Taking the line that contains "Extract the structured" as the first, copy each line exactly up to and including the last line below.

___ Entries shown

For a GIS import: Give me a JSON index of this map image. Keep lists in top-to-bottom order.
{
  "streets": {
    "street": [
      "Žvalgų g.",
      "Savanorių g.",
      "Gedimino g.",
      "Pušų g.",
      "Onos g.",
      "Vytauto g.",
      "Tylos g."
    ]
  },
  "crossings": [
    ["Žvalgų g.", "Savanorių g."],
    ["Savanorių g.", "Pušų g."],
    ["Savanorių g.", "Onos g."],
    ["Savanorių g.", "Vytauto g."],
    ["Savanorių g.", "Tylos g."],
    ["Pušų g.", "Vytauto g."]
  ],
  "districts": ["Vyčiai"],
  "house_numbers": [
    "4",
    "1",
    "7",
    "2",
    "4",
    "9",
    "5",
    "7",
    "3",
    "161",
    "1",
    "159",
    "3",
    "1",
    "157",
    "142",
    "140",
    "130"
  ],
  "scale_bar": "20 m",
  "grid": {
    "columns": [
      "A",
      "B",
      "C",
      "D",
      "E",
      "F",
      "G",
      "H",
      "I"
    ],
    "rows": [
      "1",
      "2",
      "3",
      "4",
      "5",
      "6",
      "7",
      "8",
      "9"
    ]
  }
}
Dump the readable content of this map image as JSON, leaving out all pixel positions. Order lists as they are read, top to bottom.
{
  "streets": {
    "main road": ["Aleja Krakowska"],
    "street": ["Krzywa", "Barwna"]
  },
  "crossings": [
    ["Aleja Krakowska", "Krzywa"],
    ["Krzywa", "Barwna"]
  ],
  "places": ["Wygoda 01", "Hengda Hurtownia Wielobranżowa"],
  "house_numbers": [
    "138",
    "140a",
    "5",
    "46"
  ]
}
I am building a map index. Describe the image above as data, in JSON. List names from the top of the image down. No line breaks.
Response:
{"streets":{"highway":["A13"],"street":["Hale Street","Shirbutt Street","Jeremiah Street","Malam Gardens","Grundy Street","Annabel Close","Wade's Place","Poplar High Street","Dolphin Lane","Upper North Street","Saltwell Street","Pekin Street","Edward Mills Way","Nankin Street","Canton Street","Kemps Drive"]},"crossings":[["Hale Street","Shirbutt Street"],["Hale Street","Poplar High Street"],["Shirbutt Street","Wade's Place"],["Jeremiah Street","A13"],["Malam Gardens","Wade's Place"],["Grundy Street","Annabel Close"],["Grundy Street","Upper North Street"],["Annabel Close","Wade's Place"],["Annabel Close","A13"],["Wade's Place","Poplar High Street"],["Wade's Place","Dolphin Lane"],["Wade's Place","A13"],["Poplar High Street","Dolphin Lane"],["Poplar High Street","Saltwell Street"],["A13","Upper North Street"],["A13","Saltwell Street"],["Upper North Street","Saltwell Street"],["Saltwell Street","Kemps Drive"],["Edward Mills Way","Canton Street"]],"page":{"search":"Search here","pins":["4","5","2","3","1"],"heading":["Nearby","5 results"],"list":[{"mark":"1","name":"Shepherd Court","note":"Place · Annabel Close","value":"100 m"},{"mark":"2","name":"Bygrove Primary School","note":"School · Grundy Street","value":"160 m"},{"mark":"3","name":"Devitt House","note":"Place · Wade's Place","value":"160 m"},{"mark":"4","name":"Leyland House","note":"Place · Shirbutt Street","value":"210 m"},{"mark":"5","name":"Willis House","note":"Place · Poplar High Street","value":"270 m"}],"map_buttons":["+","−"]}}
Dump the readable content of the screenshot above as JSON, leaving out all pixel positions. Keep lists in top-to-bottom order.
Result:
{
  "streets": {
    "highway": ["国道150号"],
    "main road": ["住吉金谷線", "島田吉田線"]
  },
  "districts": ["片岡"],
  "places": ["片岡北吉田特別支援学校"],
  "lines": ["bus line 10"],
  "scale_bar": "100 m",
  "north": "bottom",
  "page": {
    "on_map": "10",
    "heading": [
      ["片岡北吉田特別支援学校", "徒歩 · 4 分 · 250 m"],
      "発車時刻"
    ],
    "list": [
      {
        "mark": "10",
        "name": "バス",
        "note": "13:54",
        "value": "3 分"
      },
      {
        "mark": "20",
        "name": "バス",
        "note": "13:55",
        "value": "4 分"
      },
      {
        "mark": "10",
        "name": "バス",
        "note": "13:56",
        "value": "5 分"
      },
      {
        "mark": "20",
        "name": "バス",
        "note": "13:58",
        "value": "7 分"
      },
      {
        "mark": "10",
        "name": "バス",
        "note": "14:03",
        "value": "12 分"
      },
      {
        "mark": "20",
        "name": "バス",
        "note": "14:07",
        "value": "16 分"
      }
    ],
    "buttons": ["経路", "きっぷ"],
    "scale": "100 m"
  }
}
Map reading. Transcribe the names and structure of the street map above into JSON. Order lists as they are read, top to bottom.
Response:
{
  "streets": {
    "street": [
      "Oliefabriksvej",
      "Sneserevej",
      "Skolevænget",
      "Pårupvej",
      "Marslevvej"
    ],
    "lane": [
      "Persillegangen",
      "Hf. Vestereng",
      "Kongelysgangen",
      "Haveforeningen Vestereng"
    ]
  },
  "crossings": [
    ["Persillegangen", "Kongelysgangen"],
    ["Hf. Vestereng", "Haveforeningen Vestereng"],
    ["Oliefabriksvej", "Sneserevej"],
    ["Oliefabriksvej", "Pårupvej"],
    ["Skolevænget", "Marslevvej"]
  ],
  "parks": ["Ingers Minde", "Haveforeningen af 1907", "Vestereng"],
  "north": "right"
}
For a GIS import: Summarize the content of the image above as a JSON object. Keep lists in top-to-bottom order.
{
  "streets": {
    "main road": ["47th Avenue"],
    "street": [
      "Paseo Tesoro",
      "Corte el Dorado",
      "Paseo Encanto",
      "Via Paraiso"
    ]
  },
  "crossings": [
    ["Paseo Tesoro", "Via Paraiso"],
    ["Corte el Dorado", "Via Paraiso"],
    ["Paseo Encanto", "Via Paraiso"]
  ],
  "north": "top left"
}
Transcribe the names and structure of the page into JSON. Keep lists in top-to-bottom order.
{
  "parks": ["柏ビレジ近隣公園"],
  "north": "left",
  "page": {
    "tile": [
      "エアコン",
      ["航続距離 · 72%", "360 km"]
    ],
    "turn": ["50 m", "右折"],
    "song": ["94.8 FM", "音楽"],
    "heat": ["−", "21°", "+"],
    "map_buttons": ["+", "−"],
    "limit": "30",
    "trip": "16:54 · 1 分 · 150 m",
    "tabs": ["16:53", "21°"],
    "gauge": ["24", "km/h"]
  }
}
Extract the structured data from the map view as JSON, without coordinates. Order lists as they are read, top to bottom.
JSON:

______

§ **Result of this exercise**
Extract the structured data from the map view as JSON, without coordinates. Order lists as they are read, top to bottom.
JSON:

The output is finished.